── Input for this task ──

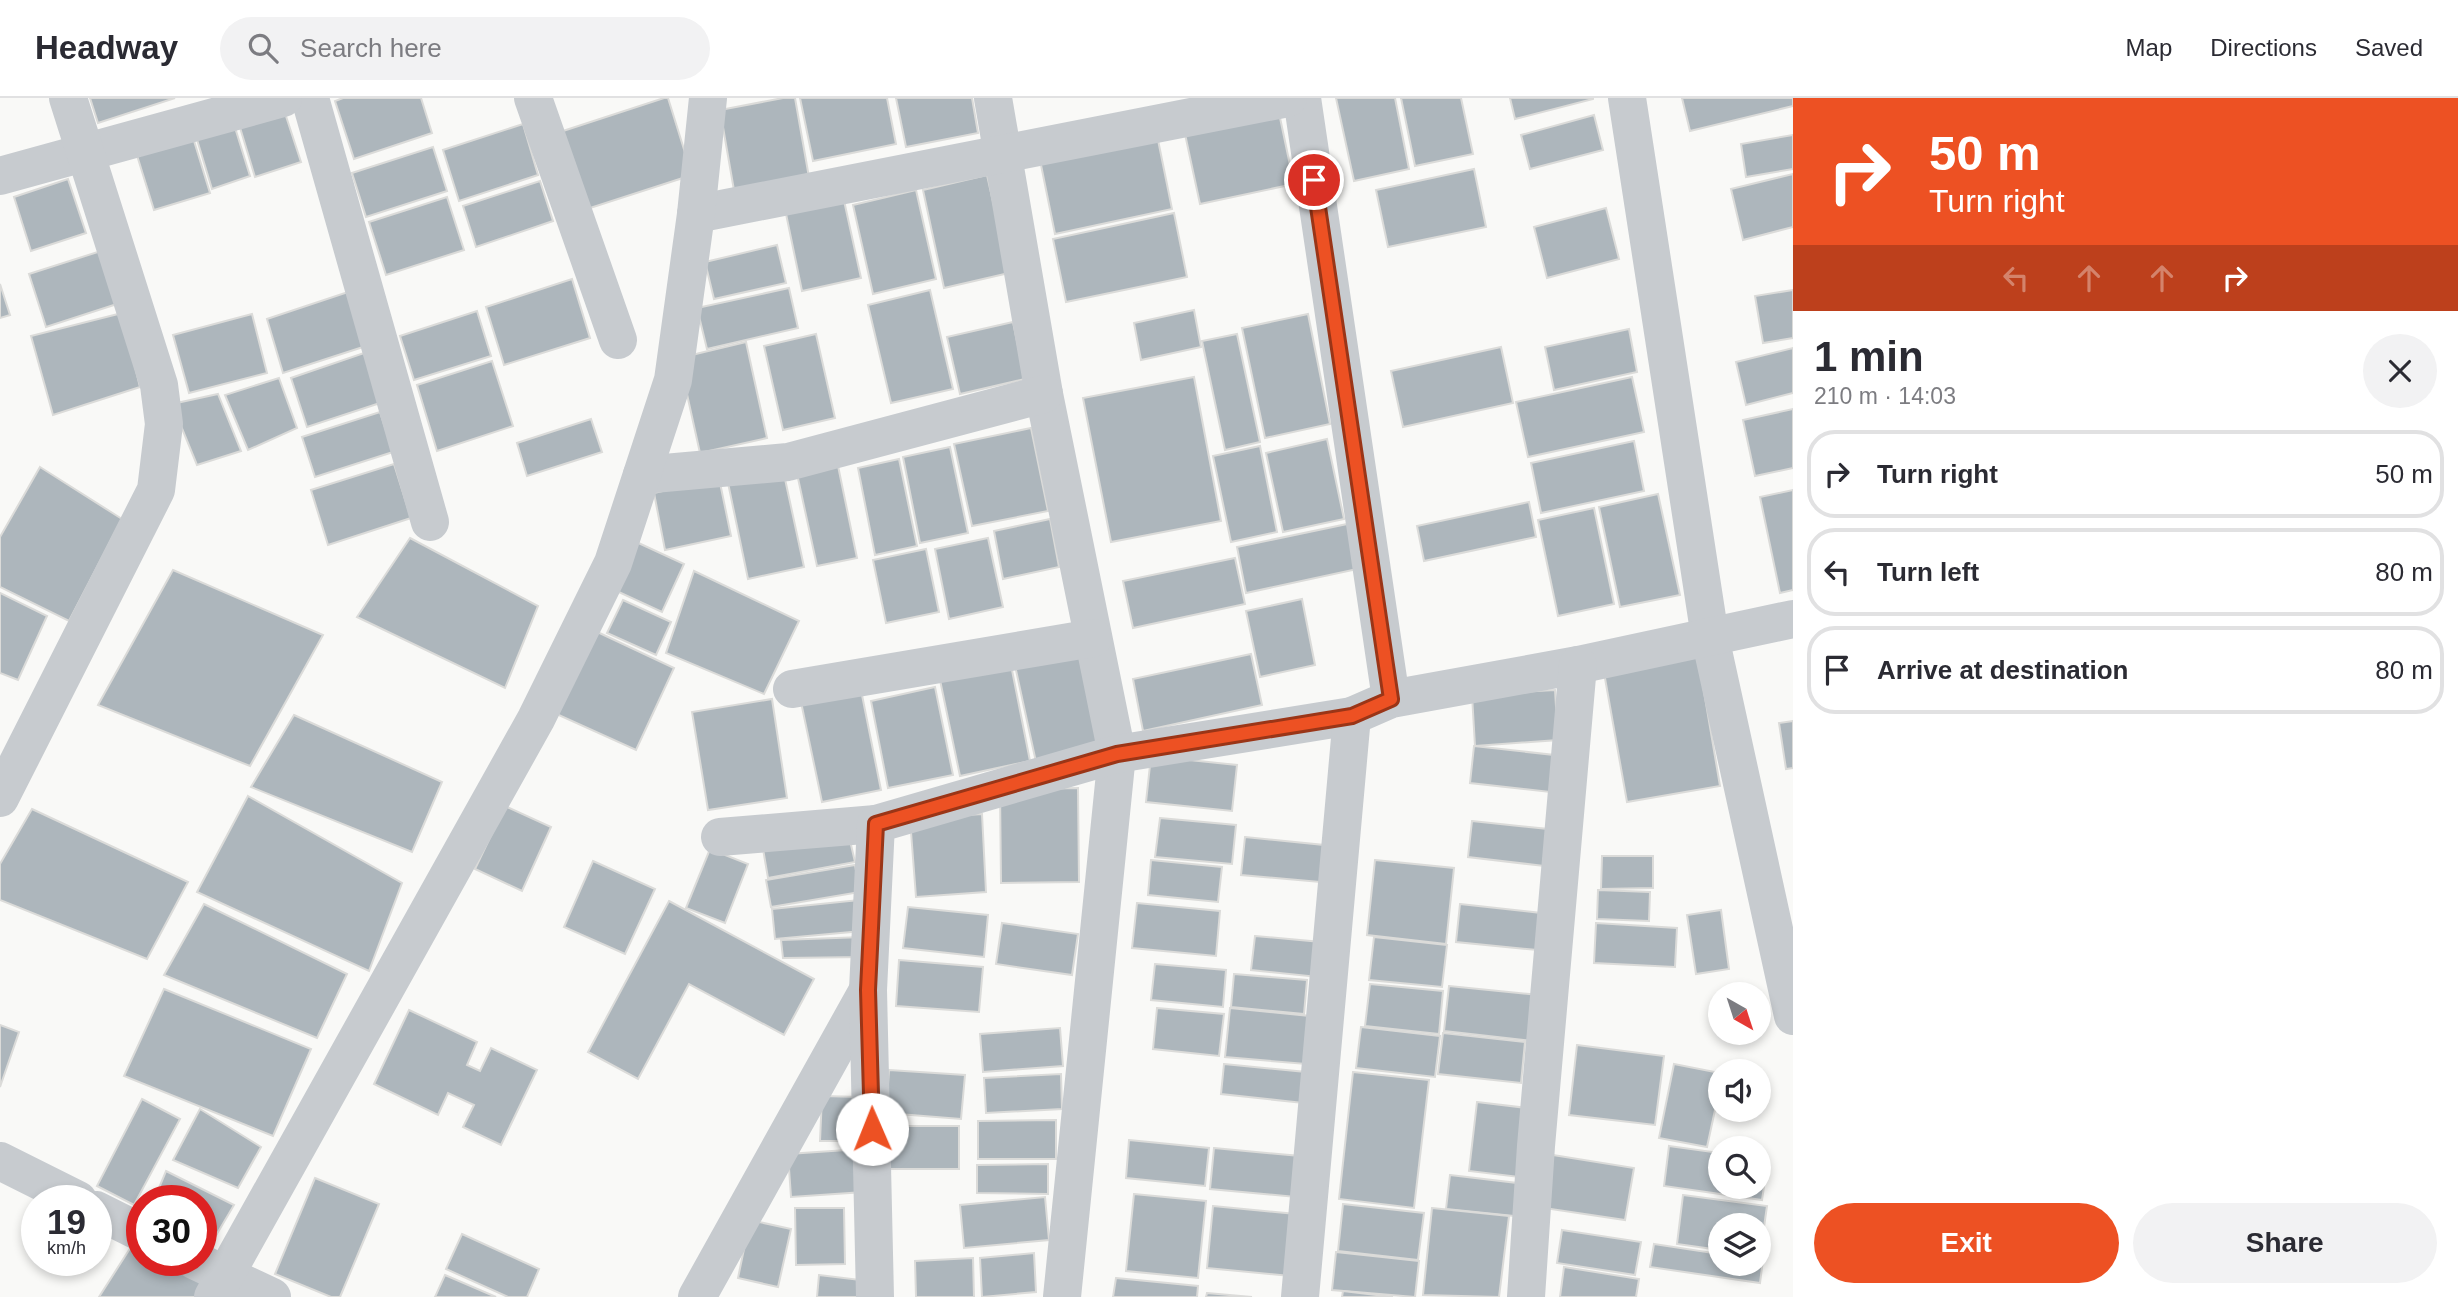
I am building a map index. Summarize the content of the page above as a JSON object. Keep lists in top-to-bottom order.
{
  "north": "bottom right",
  "page": {
    "header": "Headway",
    "search": "Search here",
    "nav": ["Map", "Directions", "Saved"],
    "turn": ["50 m", "Turn right"],
    "heading": ["1 min", "210 m · 14:03"],
    "list": [
      {
        "name": "Turn right",
        "value": "50 m"
      },
      {
        "name": "Turn left",
        "value": "80 m"
      },
      {
        "name": "Arrive at destination",
        "value": "80 m"
      }
    ],
    "speed": "19 km/h",
    "limit": "30",
    "buttons": ["Exit", "Share"]
  }
}
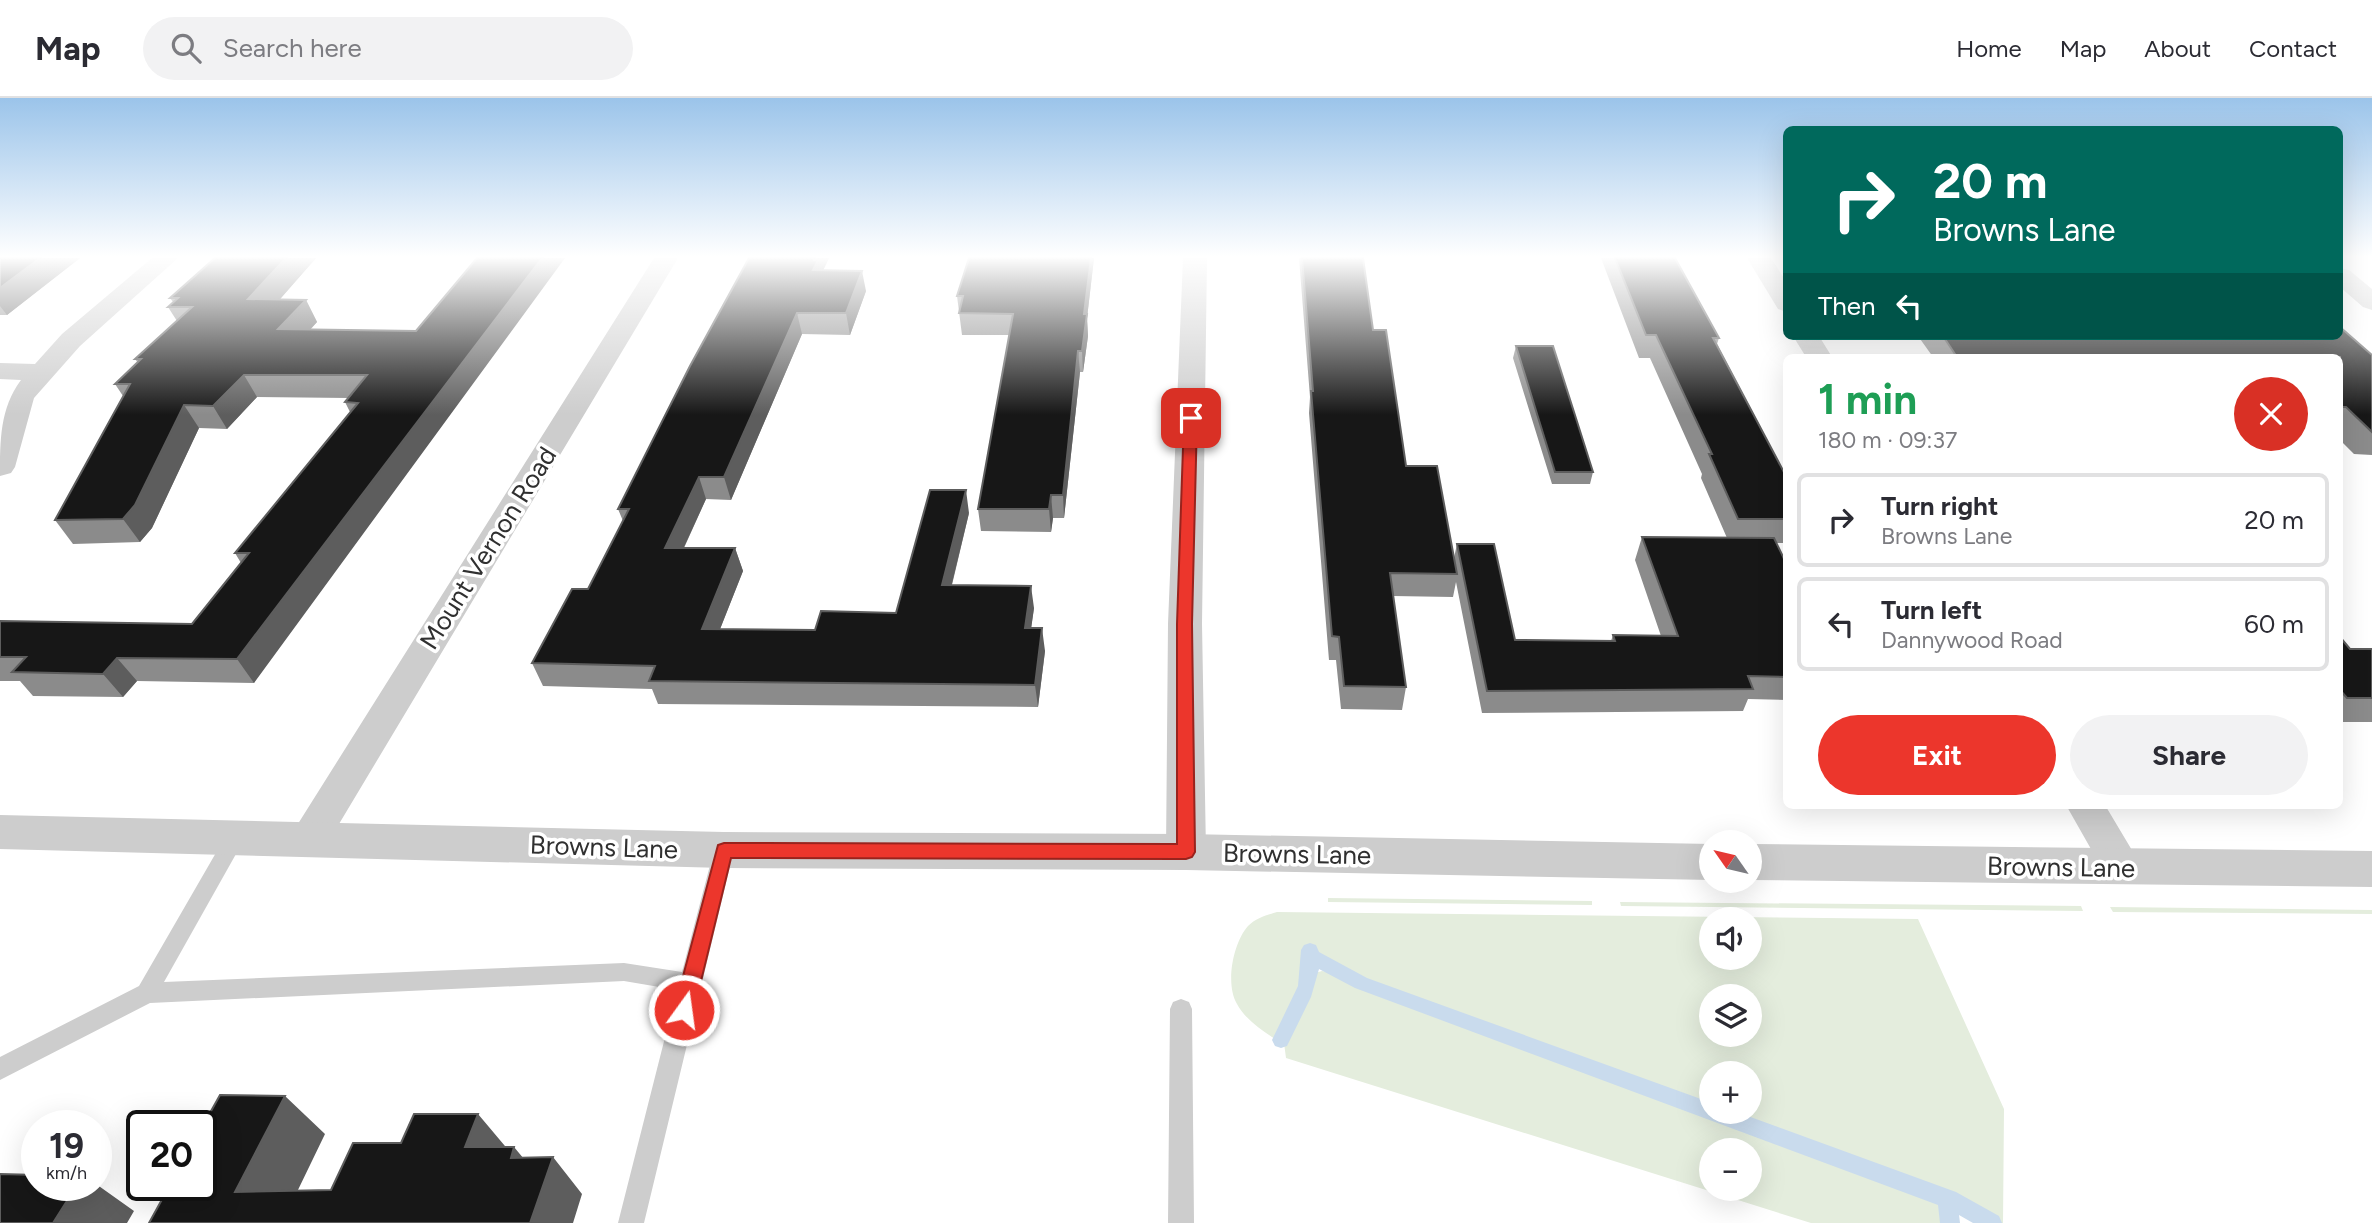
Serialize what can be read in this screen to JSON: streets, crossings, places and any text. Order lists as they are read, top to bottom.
{
  "streets": {
    "street": ["Mount Vernon Road", "Browns Lane"]
  },
  "crossings": [
    ["Mount Vernon Road", "Browns Lane"]
  ],
  "north": "top left",
  "page": {
    "header": "Map",
    "search": "Search here",
    "nav": [
      "Home",
      "Map",
      "About",
      "Contact"
    ],
    "turn": ["20 m", "Browns Lane"],
    "then": "Then",
    "heading": ["1 min", "180 m · 09:37"],
    "list": [
      {
        "name": "Turn right",
        "note": "Browns Lane",
        "value": "20 m"
      },
      {
        "name": "Turn left",
        "note": "Dannywood Road",
        "value": "60 m"
      }
    ],
    "buttons": ["Exit", "Share"],
    "map_buttons": ["+", "−"],
    "speed": "19 km/h",
    "limit": "20"
  }
}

───

## The task
Repeat only the stretch of lines starting at the one containing "Serialize what can" and running to the final line of the entries above.

## Written reply
Serialize what can be read in this screen to JSON: streets, crossings, places and any text. Order lists as they are read, top to bottom.
{
  "streets": {
    "street": ["Mount Vernon Road", "Browns Lane"]
  },
  "crossings": [
    ["Mount Vernon Road", "Browns Lane"]
  ],
  "north": "top left",
  "page": {
    "header": "Map",
    "search": "Search here",
    "nav": [
      "Home",
      "Map",
      "About",
      "Contact"
    ],
    "turn": ["20 m", "Browns Lane"],
    "then": "Then",
    "heading": ["1 min", "180 m · 09:37"],
    "list": [
      {
        "name": "Turn right",
        "note": "Browns Lane",
        "value": "20 m"
      },
      {
        "name": "Turn left",
        "note": "Dannywood Road",
        "value": "60 m"
      }
    ],
    "buttons": ["Exit", "Share"],
    "map_buttons": ["+", "−"],
    "speed": "19 km/h",
    "limit": "20"
  }
}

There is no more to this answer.